**WHAT THE TASK REQUIRES**
Report the count of lines containing the word "rotate" in the entries below, and nothing more.
======== RECORDS FOR THIS EXERCISE
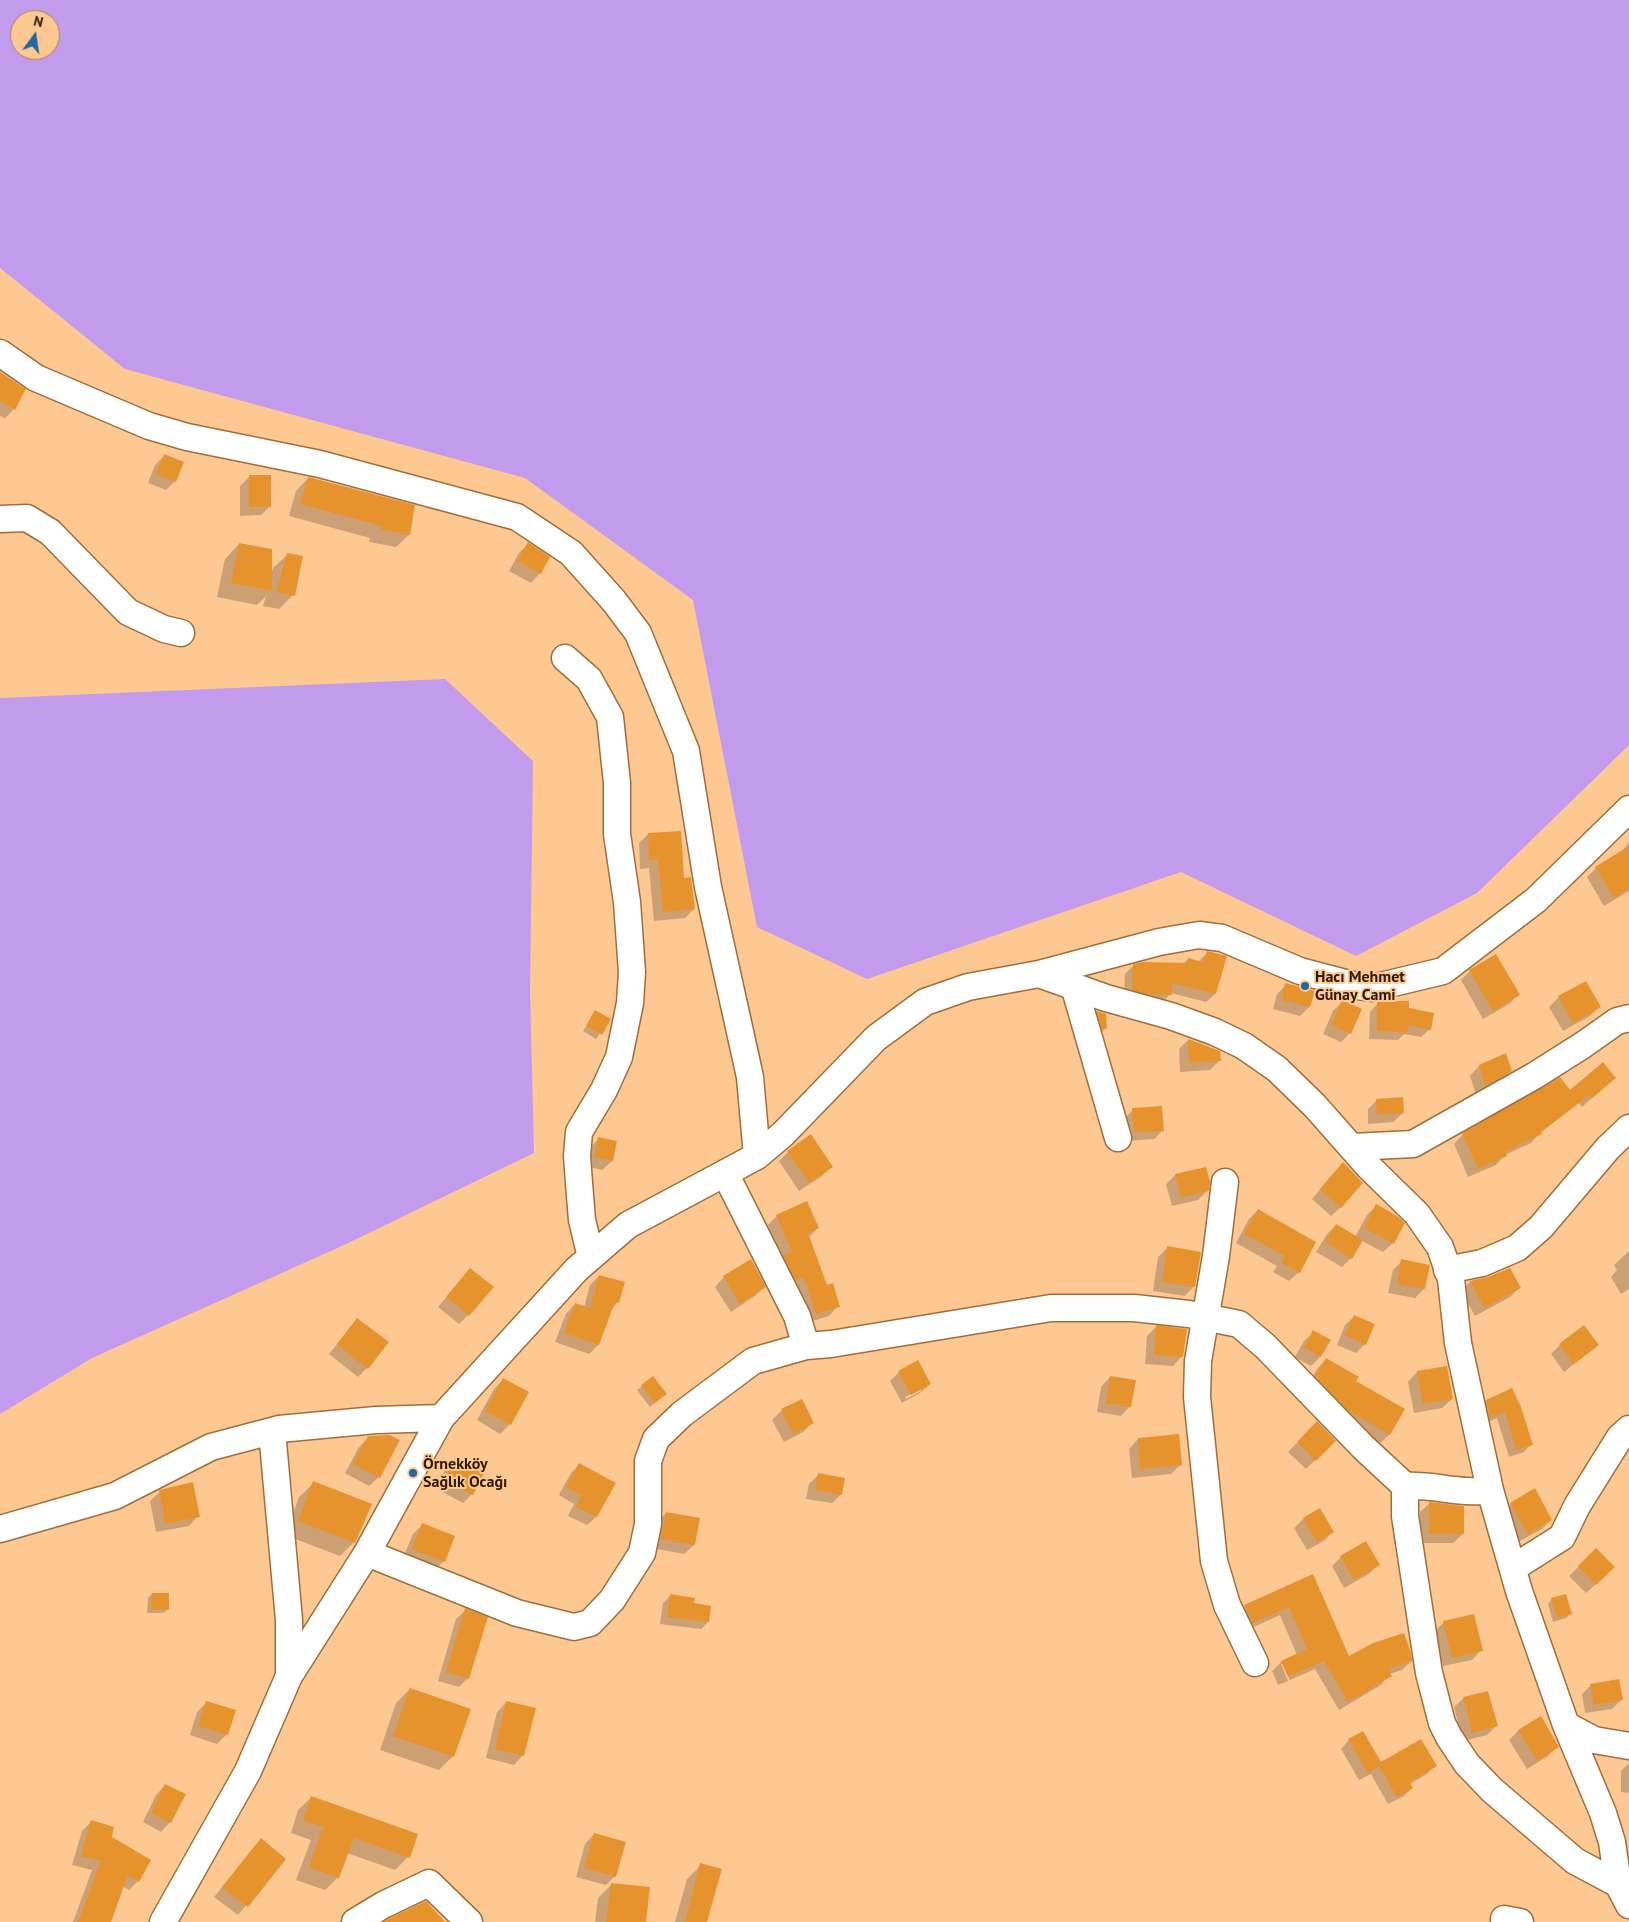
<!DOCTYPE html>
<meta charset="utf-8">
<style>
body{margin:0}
#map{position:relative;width:1629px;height:1922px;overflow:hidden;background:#fec893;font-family:"PT Sans",sans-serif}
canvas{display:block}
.north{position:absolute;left:10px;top:10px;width:50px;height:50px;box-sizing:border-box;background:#fec893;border:1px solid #aa825a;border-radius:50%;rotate:14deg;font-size:14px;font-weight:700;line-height:20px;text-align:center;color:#2d1a04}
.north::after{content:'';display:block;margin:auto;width:18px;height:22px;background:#23689d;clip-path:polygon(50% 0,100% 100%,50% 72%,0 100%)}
</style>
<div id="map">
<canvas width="1629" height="1922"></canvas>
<div class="north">N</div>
</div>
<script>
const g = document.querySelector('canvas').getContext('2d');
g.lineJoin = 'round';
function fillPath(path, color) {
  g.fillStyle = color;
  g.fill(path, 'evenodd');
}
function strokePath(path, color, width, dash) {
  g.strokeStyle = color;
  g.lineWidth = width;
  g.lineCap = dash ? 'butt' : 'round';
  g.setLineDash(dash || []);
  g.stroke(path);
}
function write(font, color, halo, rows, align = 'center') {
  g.font = font + ' "PT Sans",sans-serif';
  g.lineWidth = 4;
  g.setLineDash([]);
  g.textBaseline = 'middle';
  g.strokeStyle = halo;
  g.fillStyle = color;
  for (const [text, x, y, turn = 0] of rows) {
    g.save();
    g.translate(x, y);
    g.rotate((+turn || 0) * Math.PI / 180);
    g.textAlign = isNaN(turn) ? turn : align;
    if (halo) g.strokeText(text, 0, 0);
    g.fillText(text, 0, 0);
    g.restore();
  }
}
fillPath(new Path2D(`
 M0,0H1629V745L1477,893L1356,956L1181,872L867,979L757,927L693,600L525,478L125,369L0,268ZM20,20H50V50H20Z
 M445,679L533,761L530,991L534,1153L342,1246L92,1358L0,1414V698Z`), '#c29bec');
fillPath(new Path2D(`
 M0,374L14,409L5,418L0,416Z
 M164,456L175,481L166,490L148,483L155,465Z
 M249,477L270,506L261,515L240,516V486Z
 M308,478L409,535L396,547L369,542L370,538L289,516L296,491Z
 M239,544L271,575L273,568L288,554L293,595L279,609L263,606L266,596L257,605L217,597L225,559Z
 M528,544L540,573L531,583L509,571L519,553Z
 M648,834L683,879L694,909L685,918L654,921L649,868L640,869L639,843Z
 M1629,842V891L1604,906L1587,877L1596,868L1621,853Z
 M1207,953L1225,957L1215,994L1206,1002L1171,993L1162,1003L1124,998L1125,974L1133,966L1183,964L1188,959L1198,962Z
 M1470,971L1518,995L1509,1004L1483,1019L1461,980Z
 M1586,982L1599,1007L1590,1016L1563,1031L1549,1007L1559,997Z
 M1286,985L1309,1007L1300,1016L1273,1009L1277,994Z
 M1342,1002L1350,1033L1341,1042L1323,1034L1333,1011Z
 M1378,1003L1430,1029L1421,1037L1404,1034L1398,1040L1369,1039L1370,1012Z
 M596,1012L609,1020L596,1039L583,1031Z
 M1097,1012L1105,1014L1106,1028L1102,1032H1098L1093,1016Z
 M1188,1040L1209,1047L1220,1060L1210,1070L1180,1072L1179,1049Z
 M1505,1055L1510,1071L1501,1080L1476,1094L1470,1076L1479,1066Z
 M1605,1087L1582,1107L1579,1103L1540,1133L1531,1143L1505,1155L1496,1165L1468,1177L1454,1144L1463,1134L1570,1092Z
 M1377,1100L1403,1113L1393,1122L1368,1124V1109Z
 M1133,1110L1163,1130L1154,1139L1126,1141L1124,1119Z
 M599,1138L616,1142L612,1161L602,1170L586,1166L590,1148Z
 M788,1152L831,1167L822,1176L799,1191L779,1161Z
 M1334,1173L1341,1207L1331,1216L1312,1199Z
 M1175,1175L1208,1190L1198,1200L1172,1206L1166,1184Z
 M1376,1206L1393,1243L1383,1252L1362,1241L1351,1258L1342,1267L1316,1252L1327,1234L1336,1225L1355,1237L1367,1215Z
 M1258,1210L1299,1272L1289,1281L1273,1272L1277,1266L1236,1243L1249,1219Z
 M777,1216L818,1228L808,1238L826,1287L838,1306L829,1316L806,1323L768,1225Z
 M1167,1248L1194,1286L1185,1296L1153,1291L1158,1257Z
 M1629,1251V1289L1621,1294L1611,1277L1617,1270L1614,1265Z
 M1402,1261L1424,1289L1415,1298L1388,1293L1393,1270Z
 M470,1269L468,1315L459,1324L438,1307Z
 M599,1276L618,1302L611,1310L598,1345L589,1354L555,1342L566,1314L575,1304L584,1308L590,1285Z
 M724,1277L764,1287L755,1296L731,1312L715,1287Z
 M1488,1278L1519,1288L1510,1297L1475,1316L1461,1291L1470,1282Z
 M1355,1316L1365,1344L1356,1353L1337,1345L1345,1325Z
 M357,1320L367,1368L358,1377L329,1354Z
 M1156,1327L1182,1356L1173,1366L1145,1364L1147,1336Z
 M1314,1332L1329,1341L1320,1357L1311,1366L1295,1357L1304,1341Z
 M1560,1345H1598L1564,1372L1551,1354Z
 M1326,1359L1355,1381L1403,1410L1389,1435L1379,1444L1340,1421L1307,1386L1317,1369Z
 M899,1372L930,1384L920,1393L902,1403L890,1381ZM921,1388V1391L906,1399L905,1397Z
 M1417,1372L1452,1399L1442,1408L1414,1413L1408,1382Z
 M1110,1377L1130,1406L1121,1416L1097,1412L1101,1387Z
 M652,1378L661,1398L650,1407L637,1390Z
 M503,1380L527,1393L510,1424L500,1434L477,1420L494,1389Z
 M1511,1390L1531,1444L1524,1452L1509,1457L1497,1418L1482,1425L1479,1409L1486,1401Z
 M782,1410L812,1423L803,1432L784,1442L772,1420Z
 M1317,1423L1334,1441L1306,1469L1288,1452Z
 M369,1437L379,1477L369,1486L345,1473L359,1447Z
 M1138,1439L1180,1465L1171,1474L1132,1478L1129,1449Z
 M455,1459L472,1494L463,1503L435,1488L446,1468Z
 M580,1464L614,1483L596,1517L587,1525L568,1516L574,1504L559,1495L571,1473Z
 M818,1475L841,1494L832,1503L806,1499L809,1484Z
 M314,1483L354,1542L340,1556L285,1535L299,1497Z
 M160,1492L198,1516L189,1526L156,1532L150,1501Z
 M1430,1503L1463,1534L1453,1543H1420V1512Z
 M1511,1504L1551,1519L1542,1529L1518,1542L1501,1513Z
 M666,1513L694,1545L684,1554L652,1548L657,1523Z
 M1303,1519L1333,1532L1324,1541L1307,1550L1294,1528Z
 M422,1525L444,1561L434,1570L403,1558L413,1534Z
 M1596,1550L1604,1577L1586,1593L1569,1576Z
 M1341,1557L1378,1565L1369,1574L1344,1588L1332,1566Z
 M1312,1576L1348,1658L1411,1661L1402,1670L1389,1674L1381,1685L1339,1710L1315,1669L1290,1680L1283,1664H1281L1288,1681L1278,1685L1272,1671L1281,1662L1297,1655L1280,1615L1243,1632L1236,1615L1245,1606Z
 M152,1594L168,1609L163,1613H147L148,1598Z
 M670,1596L693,1605L708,1622L701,1629L660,1624L663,1603Z
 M1552,1599L1570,1614L1566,1618L1553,1622L1548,1604Z
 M466,1610L468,1678L459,1687L438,1681L456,1619Z
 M1444,1622L1481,1650L1472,1660L1443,1666L1435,1631Z
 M1591,1685L1622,1699L1612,1709L1585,1713L1582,1694Z
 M410,1689L453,1756L439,1770L380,1750L396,1703Z
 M1464,1698L1496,1726L1487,1735L1463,1741L1454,1707Z
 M207,1702L227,1734L217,1744L190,1735L197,1712Z
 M507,1702L523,1755L514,1765L486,1758L497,1712Z
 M1541,1717L1557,1747L1548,1756L1527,1769L1509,1740L1518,1731Z
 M1349,1740L1380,1764L1435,1766L1427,1774L1410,1784L1412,1788L1404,1796L1388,1804L1371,1774L1359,1780L1341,1749Z
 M1629,1763V1793L1621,1792V1771Z
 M165,1785L170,1822L161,1832L143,1822L156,1795Z
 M312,1797L408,1857L395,1870L347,1853L338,1877L325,1890L296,1880L311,1840L291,1833L298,1810Z
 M91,1822L110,1838L138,1881L129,1890L122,1886L109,1922H73L92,1870L72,1865L82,1831Z
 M594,1834L615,1876L606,1885L576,1877L585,1844Z
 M261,1840L284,1859L238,1915L214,1897Z
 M701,1865L706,1922H675L687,1879Z
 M612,1884L645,1922H595L598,1898Z`), '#0003');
fillPath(new Path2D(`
 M0,372L26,389L15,410L0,401Z
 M164,454L184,462L176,482L156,474Z
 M249,475H271V507H249Z
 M308,477L415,505L410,535L381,530L382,526L300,504Z
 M528,542L550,557L541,574L517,561Z
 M239,543L272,549V591L231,583Z
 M287,553L303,556L295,596L276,592Z
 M681,831L684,878L691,877L695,909L663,912L658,859L649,860L648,833Z
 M1629,846V889L1614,898L1595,867Z
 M1207,951L1227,956L1216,994L1172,983V995L1148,994L1132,990L1133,964L1143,962L1187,963L1188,958L1203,962Z
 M1496,954L1520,995L1493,1011L1469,970Z
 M1586,981L1601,1007L1573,1023L1558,996Z
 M1285,983L1315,991L1310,1007L1281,1000Z
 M1342,1000L1362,1009L1351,1034L1331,1025Z
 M1384,1001H1409V1008L1434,1013L1431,1030L1408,1025V1032L1377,1031V1002Z
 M595,1010L611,1019L602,1035L586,1026Z
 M1097,1011L1106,1014L1107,1028L1102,1029Z
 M1188,1039L1220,1051L1221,1061L1189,1063Z
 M1506,1053L1512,1071L1485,1086L1479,1065Z
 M1603,1062L1616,1078L1592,1098L1589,1095L1541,1132L1542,1134L1505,1152L1507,1156L1478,1169L1462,1133L1560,1077L1570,1090Z
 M1403,1097L1404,1113L1377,1115L1376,1099Z
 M1162,1106L1164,1131L1134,1132L1132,1108Z
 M811,1134L833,1167L809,1183L787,1151Z
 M598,1137L617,1141L613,1161L594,1157Z
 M1343,1162L1363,1183L1341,1208L1320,1189Z
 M1206,1167L1210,1182L1209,1191L1181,1197L1175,1174Z
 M807,1201L819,1228L808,1233L827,1285L833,1283L840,1307L816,1314L804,1277L796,1280L783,1255L792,1252L776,1215Z
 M1376,1204L1397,1216L1405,1223L1394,1244L1364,1228Z
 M1258,1209L1316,1242L1300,1273L1281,1263L1285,1256L1244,1234Z
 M1336,1224L1363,1240L1352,1259L1325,1242Z
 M1167,1246L1201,1252L1195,1287L1162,1282Z
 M751,1259L766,1287L740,1304L723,1276Z
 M1401,1259L1430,1265L1425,1289L1397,1284Z
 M470,1268L494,1287L469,1316L446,1297Z
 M1510,1268L1521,1288L1484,1308L1470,1281L1488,1277Z
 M599,1275L625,1282L619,1303L615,1302L599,1345L564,1333L575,1303L590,1308Z
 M1354,1315L1375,1324L1366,1345L1345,1335Z
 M357,1318L389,1342L368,1369L337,1344Z
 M1156,1325L1187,1329L1183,1357L1154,1355Z
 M1584,1325L1599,1345L1574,1364L1559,1344Z
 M1313,1330L1331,1340L1321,1357L1304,1347Z
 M1326,1358L1359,1377L1356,1381L1405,1409L1390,1435L1349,1411L1315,1376Z
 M918,1360L931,1384L911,1395L898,1371Z
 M1447,1366L1453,1399L1423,1404L1417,1371Z
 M653,1376L667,1394L655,1403L641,1385Z
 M1110,1376L1136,1380L1131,1407L1106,1403Z
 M503,1378L529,1392L511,1425L485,1411Z
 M1512,1388L1521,1407L1533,1445L1516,1450L1505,1411L1490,1418L1486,1400Z
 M802,1399L814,1423L793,1434L781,1409Z
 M1317,1421L1336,1441L1316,1461L1297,1442Z
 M1179,1434L1182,1465L1140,1469L1138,1438Z
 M390,1435L400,1440L380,1478L353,1464L368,1436Z
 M455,1458L484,1473L473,1495L443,1479Z
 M579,1463L616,1483L597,1517L576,1507L581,1495L566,1487Z
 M818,1473L845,1478L842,1495L815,1490Z
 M313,1481L372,1504L355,1543L298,1521Z
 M193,1482L200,1517L165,1524L159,1490Z
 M1535,1488L1552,1520L1528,1534L1510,1503Z
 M1429,1502L1464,1506V1534H1429Z
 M1320,1508L1334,1532L1317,1542L1303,1518Z
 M666,1512L700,1518L695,1545L661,1539Z
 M422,1523L455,1536L445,1562L412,1549Z
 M1366,1541L1380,1565L1354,1580L1340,1556Z
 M1596,1548L1615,1567L1596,1585L1578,1566Z
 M1313,1574L1349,1656L1373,1643L1404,1633L1411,1653L1412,1661L1388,1669L1392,1676L1348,1702L1324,1661L1288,1677L1281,1661L1307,1649L1289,1607L1253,1623L1244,1605Z
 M152,1593H169V1610L151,1609Z
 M670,1594L695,1598L694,1603L711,1606L709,1622L667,1617Z
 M1566,1594L1572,1614L1557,1618L1551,1598Z
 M465,1608L488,1617L469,1679L446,1672Z
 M1474,1614L1483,1651L1452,1658L1443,1621Z
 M1619,1679L1623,1700L1594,1705L1590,1684Z
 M410,1688L471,1709L454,1757L393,1736Z
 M1488,1691L1498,1726L1472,1733L1463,1697Z
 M206,1701L236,1710L228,1735L198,1726Z
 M506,1701L536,1708L524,1756L495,1749Z
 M1541,1716L1559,1747L1537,1761L1518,1730Z
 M1363,1731L1381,1762L1421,1739L1437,1766L1410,1782L1413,1788L1397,1797L1379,1766L1368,1773L1348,1739Z
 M165,1784L186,1794L171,1823L151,1813Z
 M311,1796L418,1834L410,1858L354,1838L339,1878L309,1867L323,1827L303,1820Z
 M91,1820L114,1827L112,1837L151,1860L139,1882L128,1875L111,1922H78L101,1861L81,1856Z
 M594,1833L626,1842L616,1877L584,1868Z
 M261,1838L286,1859L248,1907L222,1887Z
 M700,1863L722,1869L707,1922H685Z
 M611,1883L650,1887L646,1922H606Z
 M426,1901L445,1922H384L390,1918Z`), '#e6922d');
const minor = new Path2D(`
 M0,353L36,378L149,426L187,437L320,464L517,517L571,553L614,601L638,633L686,751L708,887L750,1077L757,1156
 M0,519L27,518L50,532L128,612L164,629L181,633
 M565,658L589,679L610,717L617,783V834L627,902L632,972L630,1003L619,1057L604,1090L579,1132L577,1156L579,1183L582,1220L591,1257
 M1039,974L1106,998L1171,1016L1215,1032L1244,1046L1277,1069L1315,1106L1368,1166L1417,1214L1440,1247L1451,1279L1458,1343L1490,1490L1519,1591L1566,1725L1603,1813L1612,1842L1618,1884
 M1074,986L1118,1138
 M1352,1147L1413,1144L1534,1076L1583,1045L1617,1021L1629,1018
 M725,1173L797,1316L806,1346
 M1225,1182L1216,1256L1198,1361L1197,1397L1214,1561L1227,1605L1255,1663
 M1447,1270L1482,1263L1517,1248L1541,1227L1608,1148L1629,1128
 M272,1431L289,1620V1676
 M1405,1486C1434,1484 1462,1495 1490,1490
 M0,1529L115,1496L211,1447L279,1429L376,1420L441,1418
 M367,1553L517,1613L574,1627L590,1623L612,1600L642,1553L648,1524V1461L656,1439L682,1414L753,1361L806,1346L831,1344L1051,1308H1134L1189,1314L1239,1324L1265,1346L1364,1448L1405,1486V1516L1429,1673L1442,1723L1449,1737L1467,1764L1492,1790L1575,1861L1618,1884L1629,1905
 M1513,1568L1562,1537L1577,1506L1620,1437L1629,1429
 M1566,1725L1594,1740L1629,1746
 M1504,1919L1520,1922
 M163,1922L248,1771L289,1676L367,1553L441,1418L577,1269L628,1225L757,1156L783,1134L876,1038L925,1002L968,987L1039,974L1159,942L1199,935L1222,938L1300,971L1357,986L1372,988L1443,971L1536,900L1629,809
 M355,1922L383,1905L429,1883L469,1922`);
strokePath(minor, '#9f6e3b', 29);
strokePath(minor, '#fff', 26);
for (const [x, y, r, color] of [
 [1305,986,5,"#23689d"],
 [413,1473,5,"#23689d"]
]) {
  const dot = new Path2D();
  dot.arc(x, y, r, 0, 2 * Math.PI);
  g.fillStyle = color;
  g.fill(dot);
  strokePath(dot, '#fec893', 2);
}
write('bold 16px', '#2d1a04', '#fec893', [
 ["Hacı Mehmet",1315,977],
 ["Günay Cami",1315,995],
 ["Örnekköy",423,1464],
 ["Sağlık Ocağı",423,1482]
], 'left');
</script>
================
**ANSWER TO THE PROBLEM**
2